A trajetória do paulistano Pérsio Arida não pode ser descrita como monótona. De guerrilheiro de esquerda a um dos pais do Plano Real, o economista ocupou diversos cargos no governo e no setor privado, em momentos de grande tensão. Foi presidente do Banco Central (BC) e do BNDES, sócio-diretor do Opportunity, conselheiro da Vale, vice-presidente do Unibanco e sócio-fundador e presidente do BTG Pactual. Em 1970, aos 18 anos, foi preso e torturado por participar da Vanguarda Armada Revolucionária-Palmares (VAR-Palmares), grupo de extrema esquerda que se opunha ao regime militar, do qual participou a ex-presidente Dilma Rousseff. Cinco anos depois se formou em economia na Universidade de São Paulo (USP), lecionou e fez doutorado nos Estados Unidos, até participar do impopular governo de José Sarney.
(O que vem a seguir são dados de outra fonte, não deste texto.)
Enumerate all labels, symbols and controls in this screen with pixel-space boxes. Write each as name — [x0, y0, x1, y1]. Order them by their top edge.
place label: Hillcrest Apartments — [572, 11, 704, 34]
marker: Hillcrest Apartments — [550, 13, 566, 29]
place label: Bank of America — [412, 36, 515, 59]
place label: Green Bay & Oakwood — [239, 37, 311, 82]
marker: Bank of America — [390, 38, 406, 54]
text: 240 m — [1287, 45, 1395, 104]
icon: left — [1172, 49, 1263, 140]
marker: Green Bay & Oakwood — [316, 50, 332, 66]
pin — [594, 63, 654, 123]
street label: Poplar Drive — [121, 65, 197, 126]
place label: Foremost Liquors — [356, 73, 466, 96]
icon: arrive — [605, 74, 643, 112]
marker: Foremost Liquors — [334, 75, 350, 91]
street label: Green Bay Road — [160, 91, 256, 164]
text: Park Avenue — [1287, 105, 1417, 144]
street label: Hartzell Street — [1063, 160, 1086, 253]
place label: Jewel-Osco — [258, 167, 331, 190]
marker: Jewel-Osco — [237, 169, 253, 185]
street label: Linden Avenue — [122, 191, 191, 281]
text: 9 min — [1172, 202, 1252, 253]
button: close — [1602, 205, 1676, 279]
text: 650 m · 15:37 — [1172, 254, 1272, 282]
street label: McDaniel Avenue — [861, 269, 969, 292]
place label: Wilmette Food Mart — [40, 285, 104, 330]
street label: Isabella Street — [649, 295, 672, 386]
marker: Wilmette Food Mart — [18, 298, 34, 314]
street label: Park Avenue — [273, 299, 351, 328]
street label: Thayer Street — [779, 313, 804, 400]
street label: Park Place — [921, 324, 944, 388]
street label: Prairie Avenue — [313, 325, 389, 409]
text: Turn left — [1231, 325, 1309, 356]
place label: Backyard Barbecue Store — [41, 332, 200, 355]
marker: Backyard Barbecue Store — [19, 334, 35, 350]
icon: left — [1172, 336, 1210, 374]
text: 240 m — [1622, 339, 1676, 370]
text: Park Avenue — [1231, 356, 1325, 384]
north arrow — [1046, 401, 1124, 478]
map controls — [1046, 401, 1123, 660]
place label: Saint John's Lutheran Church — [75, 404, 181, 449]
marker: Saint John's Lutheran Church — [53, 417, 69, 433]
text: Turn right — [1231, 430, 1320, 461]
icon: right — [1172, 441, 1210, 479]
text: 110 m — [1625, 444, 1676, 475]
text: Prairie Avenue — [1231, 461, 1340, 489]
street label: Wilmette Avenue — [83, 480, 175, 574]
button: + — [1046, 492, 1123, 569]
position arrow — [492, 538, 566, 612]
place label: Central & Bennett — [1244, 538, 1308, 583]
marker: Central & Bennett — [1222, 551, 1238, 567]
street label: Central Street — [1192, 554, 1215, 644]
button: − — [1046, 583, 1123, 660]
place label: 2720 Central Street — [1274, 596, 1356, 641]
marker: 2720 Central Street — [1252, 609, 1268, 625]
Ajudou a elaborar o Plano Cruzado, que fracassou no combate à inflação pelo congelamento de preços – Arida era contra a medida, mas foi voto vencido. Nos anos 1990, participou da criação do Real, cujo sucesso lhe conferiu prestígio e poder. Agora, aos 66 anos, Arida volta à cena política como assessor econômico do pré-candidato do PSDB à Presidência da República, Geraldo Alckmin. Sua missão é estruturar e divulgar a agenda econômica do tucano, que oscila entre 5% e 9% das intenções de votos nas pesquisas. “A obrigação básica de quem pensa um programa de governo é ser realista”, afirma Arida. “Privilegiar os amigos do rei [no governo Dilma] gerou um desastre econômico.”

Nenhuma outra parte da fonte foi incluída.